##### RECORDS PROVIDED

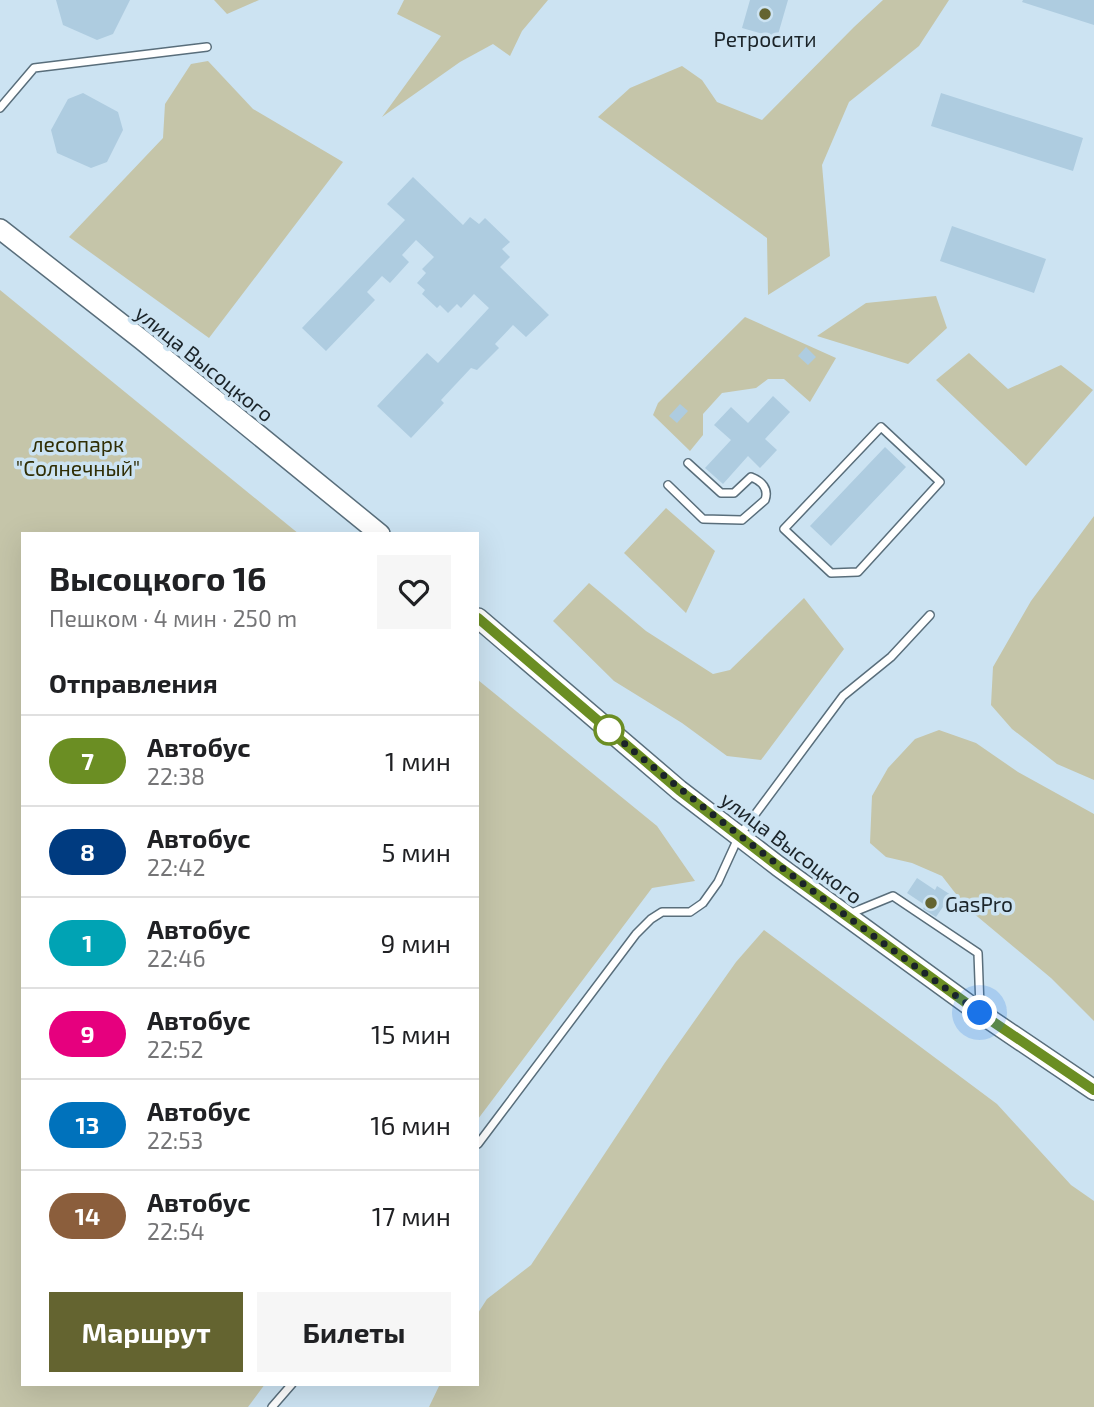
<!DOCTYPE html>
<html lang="ru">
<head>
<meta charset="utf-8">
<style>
  body { margin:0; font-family:"Exo 2",sans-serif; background:#f6f6f6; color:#202124; height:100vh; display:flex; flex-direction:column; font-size:26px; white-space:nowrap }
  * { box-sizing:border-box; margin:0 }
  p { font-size:23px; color:#757577 }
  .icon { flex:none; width:38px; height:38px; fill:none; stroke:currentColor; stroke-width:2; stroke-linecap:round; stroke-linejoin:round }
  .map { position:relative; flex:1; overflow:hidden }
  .panel { position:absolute; left:21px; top:532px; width:458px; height:854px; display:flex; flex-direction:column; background:#fff; border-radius:0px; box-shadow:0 7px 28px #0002 }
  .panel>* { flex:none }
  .badge { padding:0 14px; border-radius:23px; font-size:24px; line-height:46px }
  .you { position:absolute; width:35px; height:35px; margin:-18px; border:5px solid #fff; border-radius:50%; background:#1a73e8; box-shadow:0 0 0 10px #1a73e833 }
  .map>.badge { position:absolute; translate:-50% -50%; box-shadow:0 0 0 4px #fff }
  h2 { padding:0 28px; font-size:26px; line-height:63px }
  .round { display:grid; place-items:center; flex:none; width:74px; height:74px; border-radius:0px; background:#f6f6f6 }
  .headline { display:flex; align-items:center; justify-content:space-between; height:119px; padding:0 28px }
  h1 { font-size:33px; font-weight:700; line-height:52px }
  .action { display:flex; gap:14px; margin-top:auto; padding:14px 28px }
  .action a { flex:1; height:80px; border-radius:0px; background:#646430; color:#fff; font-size:28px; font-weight:700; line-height:80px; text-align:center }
  .action a+a { background:#f6f6f6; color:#202124 }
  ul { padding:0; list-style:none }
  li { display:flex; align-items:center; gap:21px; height:91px; padding:0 28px; border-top:2px solid #e0e0e0 }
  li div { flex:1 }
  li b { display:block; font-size:26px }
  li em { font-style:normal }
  li .badge { min-width:77px; font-weight:700; text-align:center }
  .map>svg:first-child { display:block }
  .green { fill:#c5c5a9 }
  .building { fill:#aecce0 }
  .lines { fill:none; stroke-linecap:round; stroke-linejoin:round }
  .service-casing { stroke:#596e7b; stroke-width:10 }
  .secondary-casing { stroke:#596e7b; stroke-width:22 }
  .service { stroke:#fff; stroke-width:7 }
  .secondary { stroke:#fff; stroke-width:19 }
  .line-casing { stroke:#fff; stroke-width:16 }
  .line { stroke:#6b8e23; stroke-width:10 }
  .walk { stroke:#1b2429; stroke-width:7; stroke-dasharray:0 12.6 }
  .poi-dot { fill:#646430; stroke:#cce3f2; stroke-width:2.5 }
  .stop-dot { fill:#fff; stroke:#6b8e23; stroke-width:3.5 }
  .labels { text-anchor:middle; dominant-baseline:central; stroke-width:7; stroke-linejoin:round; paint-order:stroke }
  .poi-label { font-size:21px; fill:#1b2429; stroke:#cce3f2 }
  .street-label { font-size:21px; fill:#1b2429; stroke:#cce3f2 }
  .park-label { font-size:21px; fill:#302e05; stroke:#cce3f2 }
</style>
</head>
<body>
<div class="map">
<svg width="1094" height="1407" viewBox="0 0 1094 1407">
  <rect width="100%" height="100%" fill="#cce3f2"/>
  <path class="green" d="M214,0H259L227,14Z
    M404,0H548L522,31L510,56L493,44L460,62L382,117L441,36L397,14Z
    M883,0H949L919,46L849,102L822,165L830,256L768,295L767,238L598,117L630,88L682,66L702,80L717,102L762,120L854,27Z
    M208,61L253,109L343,162L209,338L69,237L163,138L165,104L191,64Z
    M0,290L299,534H23V1384H265L248,1407H0Z
    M936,296L947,328L908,364L817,336L866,303Z
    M745,317L836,358L810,402L784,379H768L756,388L722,393L703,414V435L690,451L653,415L658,403Z
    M969,353L1008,389L1061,365L1093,390L1026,466L936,380Z
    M666,508L715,551L686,613L624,553Z
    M1094,516V780L1057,764L1012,729L991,705L993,667L1031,601Z
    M589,583L646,631L713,674L730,670L804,598L844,649L761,760L727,756L682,723L614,681L553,621Z
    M478,680L657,826L695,881L652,888L478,1119Z
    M939,730L976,743L1018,772L1094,814V1021L1051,978L966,907L942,876L912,863L886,857L870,843L872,796L888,768L915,739Z
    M764,930L997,1104L1071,1185L1094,1201V1407H429L440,1384H478V1313L487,1299L531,1265L664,1064L736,962Z"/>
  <path class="building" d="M56,0H130L113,34L97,40L63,25Z
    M750,0H788L777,38L742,28Z
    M1023,0H1094V25L1022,2Z
    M83,93L118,112L123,130L107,162L91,168L57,153L51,130L68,99Z
    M941,93L1083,138L1073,171L931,126Z
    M413,177L463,225L470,217L479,224L485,218L510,242L502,249L510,257L500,267L549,315L526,337L513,325L495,344L499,348L477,370L471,368L441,400L444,403L411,438L377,406L427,353L438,363L489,308L474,294L461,308L457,304L448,313L440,305L437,308L422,294L425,290L417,283L426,273L422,269L434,257L416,240L402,255L409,262L390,283L382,276L367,292L375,300L326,351L302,328L405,220L387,204Z
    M952,226L1046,259L1034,293L940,261Z
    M806,347L816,357L808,365L798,356Z
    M773,396L790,412L765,439L777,450L760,468L748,456L723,484L705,468L731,440L714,425L731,407L748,423Z
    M680,404L688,411L677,423L669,416Z
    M885,447L906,467L831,546L810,526Z
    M917,878L935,890L937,886L951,895L936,917L923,909L925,905L907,893Z"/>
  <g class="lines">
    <defs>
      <path id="service" d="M0,108L34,68L207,47
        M881,427L940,482L858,572L831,573L784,529Z
        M668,485L703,519L742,520L765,500C769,489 762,481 751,477L734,493H721L688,463
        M849,914L893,896L978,953L980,1008
        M478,1144L636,934L651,919L662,912H690L703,903L718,882L739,836L843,696L891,657L930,615
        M272,1407L292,1384"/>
      <path id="secondary" d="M0,229L142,340L380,534
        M478,618L679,790L778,866L980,1013L1094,1090"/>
    </defs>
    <use href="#service" class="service-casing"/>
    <use href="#secondary" class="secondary-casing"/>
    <use href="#service" class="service"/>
    <use href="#secondary" class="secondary"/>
  </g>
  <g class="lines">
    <defs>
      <path id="line" d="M478,618L679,790L778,866L980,1013L1094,1090"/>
    </defs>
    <use href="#line" class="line-casing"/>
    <use href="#line" class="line"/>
    <path class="walk" d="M609,730L607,729C728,830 853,922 980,1013"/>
  </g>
  <g class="poi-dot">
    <circle cx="765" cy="14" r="7"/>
    <circle cx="931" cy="903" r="7"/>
  </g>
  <circle class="stop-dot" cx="609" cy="730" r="14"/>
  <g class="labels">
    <g class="poi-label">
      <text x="765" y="38">Ретросити</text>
      <text x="945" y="903" text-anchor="start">GasPro</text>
    </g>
    <g class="street-label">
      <text transform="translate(205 363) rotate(39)">улица Высоцкого</text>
      <text transform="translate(792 847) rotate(37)">улица Высоцкого</text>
    </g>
    <g class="park-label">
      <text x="78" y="443">лесопарк<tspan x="78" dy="24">"Солнечный"</tspan></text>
    </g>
  </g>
</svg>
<div class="you" style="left:980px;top:1013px"></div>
<section class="panel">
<div class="headline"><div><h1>Высоцкого 16</h1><p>Пешком · 4 мин · 250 m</p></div><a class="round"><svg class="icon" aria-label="heart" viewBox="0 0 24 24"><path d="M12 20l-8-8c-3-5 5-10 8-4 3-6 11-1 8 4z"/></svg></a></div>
<h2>Отправления</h2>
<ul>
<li><span class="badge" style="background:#6b8e23;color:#fff">7</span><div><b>Автобус</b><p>22:38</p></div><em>1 мин</em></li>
<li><span class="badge" style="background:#003b80;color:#fff">8</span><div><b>Автобус</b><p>22:42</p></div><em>5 мин</em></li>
<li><span class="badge" style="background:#00a3b4;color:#fff">1</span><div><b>Автобус</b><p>22:46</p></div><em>9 мин</em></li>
<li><span class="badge" style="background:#e6007e;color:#fff">9</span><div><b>Автобус</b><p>22:52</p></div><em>15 мин</em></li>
<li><span class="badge" style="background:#0072bc;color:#fff">13</span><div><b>Автобус</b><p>22:53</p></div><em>16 мин</em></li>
<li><span class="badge" style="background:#8b5e3c;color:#fff">14</span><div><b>Автобус</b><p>22:54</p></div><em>17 мин</em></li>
</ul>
<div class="action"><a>Маршрут</a><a>Билеты</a></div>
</section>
</div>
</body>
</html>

##########

# [WORK TO BE COMPLETED]
Across all the entries above, how many lines hold the word "linecap"? Answer with the number only.

# [RESULT OF THE TASK]
2